ACTIVITY: Filter the entries, keeping every line with the string "Waterloo".

AVAILABLE DATA:

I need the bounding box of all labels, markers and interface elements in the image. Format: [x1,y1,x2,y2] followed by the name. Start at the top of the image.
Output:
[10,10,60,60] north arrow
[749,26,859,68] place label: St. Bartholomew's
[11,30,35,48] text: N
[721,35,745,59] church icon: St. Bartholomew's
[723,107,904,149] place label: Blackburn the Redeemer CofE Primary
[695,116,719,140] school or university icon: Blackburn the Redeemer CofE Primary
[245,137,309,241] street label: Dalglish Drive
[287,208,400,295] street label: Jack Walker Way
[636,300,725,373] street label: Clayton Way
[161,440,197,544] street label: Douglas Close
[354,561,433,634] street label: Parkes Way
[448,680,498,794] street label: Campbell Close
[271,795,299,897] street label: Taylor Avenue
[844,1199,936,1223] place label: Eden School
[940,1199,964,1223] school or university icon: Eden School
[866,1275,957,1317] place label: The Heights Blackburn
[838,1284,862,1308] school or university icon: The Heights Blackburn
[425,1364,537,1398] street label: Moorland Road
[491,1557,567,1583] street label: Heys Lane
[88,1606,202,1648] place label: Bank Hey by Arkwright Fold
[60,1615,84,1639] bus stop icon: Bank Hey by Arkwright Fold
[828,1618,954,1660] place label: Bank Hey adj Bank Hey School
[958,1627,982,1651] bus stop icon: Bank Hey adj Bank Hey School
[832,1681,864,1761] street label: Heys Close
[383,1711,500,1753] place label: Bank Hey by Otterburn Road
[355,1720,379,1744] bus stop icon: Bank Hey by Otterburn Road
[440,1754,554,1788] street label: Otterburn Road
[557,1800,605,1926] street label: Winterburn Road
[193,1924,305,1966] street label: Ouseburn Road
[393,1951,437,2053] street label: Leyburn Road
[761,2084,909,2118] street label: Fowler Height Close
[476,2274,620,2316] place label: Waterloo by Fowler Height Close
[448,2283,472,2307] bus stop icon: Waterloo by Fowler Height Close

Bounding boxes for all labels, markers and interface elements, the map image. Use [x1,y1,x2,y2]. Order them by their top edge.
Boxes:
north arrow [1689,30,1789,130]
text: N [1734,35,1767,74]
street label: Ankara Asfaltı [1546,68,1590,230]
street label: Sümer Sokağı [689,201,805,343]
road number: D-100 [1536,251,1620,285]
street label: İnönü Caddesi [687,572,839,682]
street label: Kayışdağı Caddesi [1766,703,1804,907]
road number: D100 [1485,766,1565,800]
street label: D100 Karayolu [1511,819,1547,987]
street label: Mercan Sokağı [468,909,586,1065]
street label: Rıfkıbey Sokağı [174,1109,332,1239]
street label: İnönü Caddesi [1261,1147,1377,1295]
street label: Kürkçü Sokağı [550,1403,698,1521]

EXERCISE SOLUTION:
[476,2274,620,2316] place label: Waterloo by Fowler Height Close
[448,2283,472,2307] bus stop icon: Waterloo by Fowler Height Close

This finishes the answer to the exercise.